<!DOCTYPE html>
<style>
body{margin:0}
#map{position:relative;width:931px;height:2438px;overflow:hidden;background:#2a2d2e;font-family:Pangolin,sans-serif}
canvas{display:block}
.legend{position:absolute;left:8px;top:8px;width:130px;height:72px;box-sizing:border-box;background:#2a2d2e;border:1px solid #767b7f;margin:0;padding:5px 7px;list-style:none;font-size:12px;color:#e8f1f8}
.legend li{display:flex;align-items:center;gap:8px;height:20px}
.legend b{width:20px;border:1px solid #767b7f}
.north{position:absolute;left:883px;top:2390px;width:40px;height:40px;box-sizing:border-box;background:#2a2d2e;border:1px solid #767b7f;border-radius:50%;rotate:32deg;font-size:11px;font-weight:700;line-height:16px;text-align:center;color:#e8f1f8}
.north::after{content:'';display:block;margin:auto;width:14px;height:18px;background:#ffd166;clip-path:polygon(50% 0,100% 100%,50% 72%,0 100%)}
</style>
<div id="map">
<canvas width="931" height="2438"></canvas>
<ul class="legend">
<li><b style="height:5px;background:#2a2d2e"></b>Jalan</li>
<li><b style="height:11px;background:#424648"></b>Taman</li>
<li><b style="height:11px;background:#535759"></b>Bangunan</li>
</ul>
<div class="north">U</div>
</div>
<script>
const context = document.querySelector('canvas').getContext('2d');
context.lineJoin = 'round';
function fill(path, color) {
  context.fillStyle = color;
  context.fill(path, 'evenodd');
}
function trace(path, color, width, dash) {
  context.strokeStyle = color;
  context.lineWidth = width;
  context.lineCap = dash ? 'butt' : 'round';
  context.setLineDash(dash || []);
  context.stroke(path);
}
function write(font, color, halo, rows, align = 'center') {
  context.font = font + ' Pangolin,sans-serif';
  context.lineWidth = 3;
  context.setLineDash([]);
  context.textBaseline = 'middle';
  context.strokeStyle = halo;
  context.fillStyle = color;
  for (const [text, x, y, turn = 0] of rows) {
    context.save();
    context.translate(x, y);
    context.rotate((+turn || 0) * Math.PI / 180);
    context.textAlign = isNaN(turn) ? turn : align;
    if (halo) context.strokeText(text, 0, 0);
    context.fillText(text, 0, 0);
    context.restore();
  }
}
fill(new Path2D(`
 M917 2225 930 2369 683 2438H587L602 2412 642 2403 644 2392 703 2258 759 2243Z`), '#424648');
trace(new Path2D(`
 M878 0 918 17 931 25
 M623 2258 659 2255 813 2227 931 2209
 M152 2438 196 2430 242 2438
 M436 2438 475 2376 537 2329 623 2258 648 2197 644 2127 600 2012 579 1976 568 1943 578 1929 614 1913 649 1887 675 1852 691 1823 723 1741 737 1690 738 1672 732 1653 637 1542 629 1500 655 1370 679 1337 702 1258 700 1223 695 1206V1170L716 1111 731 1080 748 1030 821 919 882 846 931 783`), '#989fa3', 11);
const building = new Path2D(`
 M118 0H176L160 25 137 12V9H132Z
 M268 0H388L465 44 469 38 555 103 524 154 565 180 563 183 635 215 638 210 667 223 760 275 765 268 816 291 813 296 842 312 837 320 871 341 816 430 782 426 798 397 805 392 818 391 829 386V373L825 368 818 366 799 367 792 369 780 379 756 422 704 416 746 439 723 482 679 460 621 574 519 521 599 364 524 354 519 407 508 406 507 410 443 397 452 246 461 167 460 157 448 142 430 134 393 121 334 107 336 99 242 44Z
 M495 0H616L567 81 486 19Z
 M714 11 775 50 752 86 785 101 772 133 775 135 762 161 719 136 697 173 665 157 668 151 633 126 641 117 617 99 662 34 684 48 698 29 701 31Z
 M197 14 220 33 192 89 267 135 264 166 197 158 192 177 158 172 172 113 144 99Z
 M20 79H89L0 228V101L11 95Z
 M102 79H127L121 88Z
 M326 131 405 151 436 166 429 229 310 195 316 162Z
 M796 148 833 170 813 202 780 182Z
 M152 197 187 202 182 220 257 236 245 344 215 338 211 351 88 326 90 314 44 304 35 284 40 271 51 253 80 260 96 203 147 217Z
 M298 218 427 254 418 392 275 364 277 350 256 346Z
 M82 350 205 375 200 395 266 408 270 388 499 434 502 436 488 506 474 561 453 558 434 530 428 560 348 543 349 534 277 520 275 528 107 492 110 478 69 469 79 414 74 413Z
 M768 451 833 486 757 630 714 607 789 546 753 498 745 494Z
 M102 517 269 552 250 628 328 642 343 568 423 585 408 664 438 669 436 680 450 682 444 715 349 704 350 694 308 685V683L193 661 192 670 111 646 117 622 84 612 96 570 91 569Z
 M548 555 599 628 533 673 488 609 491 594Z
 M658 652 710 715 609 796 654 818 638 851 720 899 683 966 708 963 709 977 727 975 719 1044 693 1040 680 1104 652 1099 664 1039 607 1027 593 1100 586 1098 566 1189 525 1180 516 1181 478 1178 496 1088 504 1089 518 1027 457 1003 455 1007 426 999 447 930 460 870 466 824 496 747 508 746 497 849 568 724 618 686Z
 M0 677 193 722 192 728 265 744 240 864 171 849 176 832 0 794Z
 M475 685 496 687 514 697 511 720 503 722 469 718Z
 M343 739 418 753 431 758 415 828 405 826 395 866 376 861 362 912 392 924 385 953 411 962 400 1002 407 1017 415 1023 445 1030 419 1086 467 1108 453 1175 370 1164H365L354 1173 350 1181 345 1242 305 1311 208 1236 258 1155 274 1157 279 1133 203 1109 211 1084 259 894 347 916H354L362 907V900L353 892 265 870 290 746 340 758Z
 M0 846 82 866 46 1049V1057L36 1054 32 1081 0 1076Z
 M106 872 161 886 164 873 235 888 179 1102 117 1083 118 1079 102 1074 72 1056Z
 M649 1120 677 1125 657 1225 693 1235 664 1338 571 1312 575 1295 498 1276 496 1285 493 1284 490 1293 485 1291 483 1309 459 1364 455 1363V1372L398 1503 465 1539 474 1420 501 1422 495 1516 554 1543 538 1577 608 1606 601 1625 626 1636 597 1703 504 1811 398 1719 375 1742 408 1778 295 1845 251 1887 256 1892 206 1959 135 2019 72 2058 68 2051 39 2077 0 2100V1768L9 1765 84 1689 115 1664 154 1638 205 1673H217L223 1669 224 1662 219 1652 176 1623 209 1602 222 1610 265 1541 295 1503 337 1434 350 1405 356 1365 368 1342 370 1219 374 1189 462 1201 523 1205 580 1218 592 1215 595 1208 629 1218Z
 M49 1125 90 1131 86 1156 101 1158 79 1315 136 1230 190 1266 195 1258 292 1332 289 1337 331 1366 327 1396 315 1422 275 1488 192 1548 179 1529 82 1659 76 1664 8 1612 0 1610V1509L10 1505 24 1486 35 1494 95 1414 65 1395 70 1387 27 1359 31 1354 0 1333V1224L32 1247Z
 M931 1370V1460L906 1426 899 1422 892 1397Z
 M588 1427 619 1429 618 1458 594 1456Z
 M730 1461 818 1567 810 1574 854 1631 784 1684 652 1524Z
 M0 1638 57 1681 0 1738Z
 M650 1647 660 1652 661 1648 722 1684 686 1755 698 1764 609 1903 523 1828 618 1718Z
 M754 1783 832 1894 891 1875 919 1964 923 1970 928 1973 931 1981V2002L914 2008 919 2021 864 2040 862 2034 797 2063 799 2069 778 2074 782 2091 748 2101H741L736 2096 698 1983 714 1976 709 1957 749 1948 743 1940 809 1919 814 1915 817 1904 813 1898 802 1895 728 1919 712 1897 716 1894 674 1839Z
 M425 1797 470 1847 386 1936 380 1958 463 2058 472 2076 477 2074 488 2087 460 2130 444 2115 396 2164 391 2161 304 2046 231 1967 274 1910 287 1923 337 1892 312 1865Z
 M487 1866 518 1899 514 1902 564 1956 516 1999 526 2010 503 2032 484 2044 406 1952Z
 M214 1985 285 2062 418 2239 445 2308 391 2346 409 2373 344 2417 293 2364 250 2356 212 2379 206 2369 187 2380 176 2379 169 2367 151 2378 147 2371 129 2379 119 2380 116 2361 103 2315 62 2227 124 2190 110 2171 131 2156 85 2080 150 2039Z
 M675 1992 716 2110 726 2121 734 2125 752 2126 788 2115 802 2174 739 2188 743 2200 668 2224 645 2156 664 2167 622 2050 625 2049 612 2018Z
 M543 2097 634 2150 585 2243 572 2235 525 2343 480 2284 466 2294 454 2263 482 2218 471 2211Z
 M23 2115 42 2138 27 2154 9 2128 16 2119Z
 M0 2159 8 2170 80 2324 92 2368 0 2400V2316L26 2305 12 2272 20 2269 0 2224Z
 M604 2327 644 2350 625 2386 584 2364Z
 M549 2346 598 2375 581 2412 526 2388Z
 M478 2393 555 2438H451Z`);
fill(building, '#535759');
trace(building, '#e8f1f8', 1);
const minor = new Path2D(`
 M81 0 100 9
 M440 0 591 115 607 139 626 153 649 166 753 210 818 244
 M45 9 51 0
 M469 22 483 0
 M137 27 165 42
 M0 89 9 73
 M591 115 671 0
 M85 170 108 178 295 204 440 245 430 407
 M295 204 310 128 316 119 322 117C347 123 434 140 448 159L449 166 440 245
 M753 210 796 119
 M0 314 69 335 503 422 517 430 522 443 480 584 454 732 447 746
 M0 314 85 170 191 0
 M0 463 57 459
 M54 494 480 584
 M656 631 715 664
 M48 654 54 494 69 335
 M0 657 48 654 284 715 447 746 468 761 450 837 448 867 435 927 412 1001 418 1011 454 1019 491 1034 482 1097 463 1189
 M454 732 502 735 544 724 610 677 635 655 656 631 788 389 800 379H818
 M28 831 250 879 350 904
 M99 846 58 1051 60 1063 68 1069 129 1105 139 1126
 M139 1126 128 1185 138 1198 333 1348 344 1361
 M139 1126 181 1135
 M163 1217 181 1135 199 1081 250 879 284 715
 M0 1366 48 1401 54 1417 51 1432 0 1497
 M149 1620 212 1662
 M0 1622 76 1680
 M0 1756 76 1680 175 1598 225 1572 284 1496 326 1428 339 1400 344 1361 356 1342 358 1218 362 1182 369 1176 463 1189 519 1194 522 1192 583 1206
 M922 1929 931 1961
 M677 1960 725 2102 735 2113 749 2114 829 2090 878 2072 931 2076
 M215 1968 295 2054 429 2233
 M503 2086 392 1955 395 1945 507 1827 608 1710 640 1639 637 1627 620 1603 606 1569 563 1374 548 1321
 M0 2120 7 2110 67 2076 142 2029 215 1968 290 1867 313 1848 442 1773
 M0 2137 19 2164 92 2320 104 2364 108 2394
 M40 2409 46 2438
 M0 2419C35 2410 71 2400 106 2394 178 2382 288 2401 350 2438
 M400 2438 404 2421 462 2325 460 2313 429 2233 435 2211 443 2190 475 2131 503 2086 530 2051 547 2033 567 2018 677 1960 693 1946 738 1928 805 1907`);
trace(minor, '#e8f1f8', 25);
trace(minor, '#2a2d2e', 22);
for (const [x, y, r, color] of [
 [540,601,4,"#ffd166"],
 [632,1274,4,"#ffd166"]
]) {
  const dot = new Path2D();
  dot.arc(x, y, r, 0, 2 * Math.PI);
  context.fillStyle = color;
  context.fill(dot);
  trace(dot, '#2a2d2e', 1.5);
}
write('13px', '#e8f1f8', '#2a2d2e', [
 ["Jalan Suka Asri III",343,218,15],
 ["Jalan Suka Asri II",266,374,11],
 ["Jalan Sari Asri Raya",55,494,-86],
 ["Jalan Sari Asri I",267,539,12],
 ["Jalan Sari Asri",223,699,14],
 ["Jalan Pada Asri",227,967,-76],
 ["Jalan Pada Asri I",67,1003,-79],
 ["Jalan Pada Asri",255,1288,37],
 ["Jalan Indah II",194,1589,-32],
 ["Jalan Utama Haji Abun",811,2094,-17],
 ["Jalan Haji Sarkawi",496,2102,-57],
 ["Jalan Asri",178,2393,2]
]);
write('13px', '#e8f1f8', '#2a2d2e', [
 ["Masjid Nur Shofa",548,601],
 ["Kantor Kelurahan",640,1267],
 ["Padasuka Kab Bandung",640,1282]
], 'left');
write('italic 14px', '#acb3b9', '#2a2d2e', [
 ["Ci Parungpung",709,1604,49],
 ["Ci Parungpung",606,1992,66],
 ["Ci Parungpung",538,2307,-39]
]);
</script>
·····
-- TASK DESCRIPTION --
Among the lines above, find the one with "context.strokeStyle = color;" and the one with "M118 0H176L160 25 137 12V9H132Z". Quote both and everything between them, exactly.

-- ANSWER SPACE --
  context.strokeStyle = color;
  context.lineWidth = width;
  context.lineCap = dash ? 'butt' : 'round';
  context.setLineDash(dash || []);
  context.stroke(path);
}
function write(font, color, halo, rows, align = 'center') {
  context.font = font + ' Pangolin,sans-serif';
  context.lineWidth = 3;
  context.setLineDash([]);
  context.textBaseline = 'middle';
  context.strokeStyle = halo;
  context.fillStyle = color;
  for (const [text, x, y, turn = 0] of rows) {
    context.save();
    context.translate(x, y);
    context.rotate((+turn || 0) * Math.PI / 180);
    context.textAlign = isNaN(turn) ? turn : align;
    if (halo) context.strokeText(text, 0, 0);
    context.fillText(text, 0, 0);
    context.restore();
  }
}
fill(new Path2D(`
 M917 2225 930 2369 683 2438H587L602 2412 642 2403 644 2392 703 2258 759 2243Z`), '#424648');
trace(new Path2D(`
 M878 0 918 17 931 25
 M623 2258 659 2255 813 2227 931 2209
 M152 2438 196 2430 242 2438
 M436 2438 475 2376 537 2329 623 2258 648 2197 644 2127 600 2012 579 1976 568 1943 578 1929 614 1913 649 1887 675 1852 691 1823 723 1741 737 1690 738 1672 732 1653 637 1542 629 1500 655 1370 679 1337 702 1258 700 1223 695 1206V1170L716 1111 731 1080 748 1030 821 919 882 846 931 783`), '#989fa3', 11);
const building = new Path2D(`
 M118 0H176L160 25 137 12V9H132Z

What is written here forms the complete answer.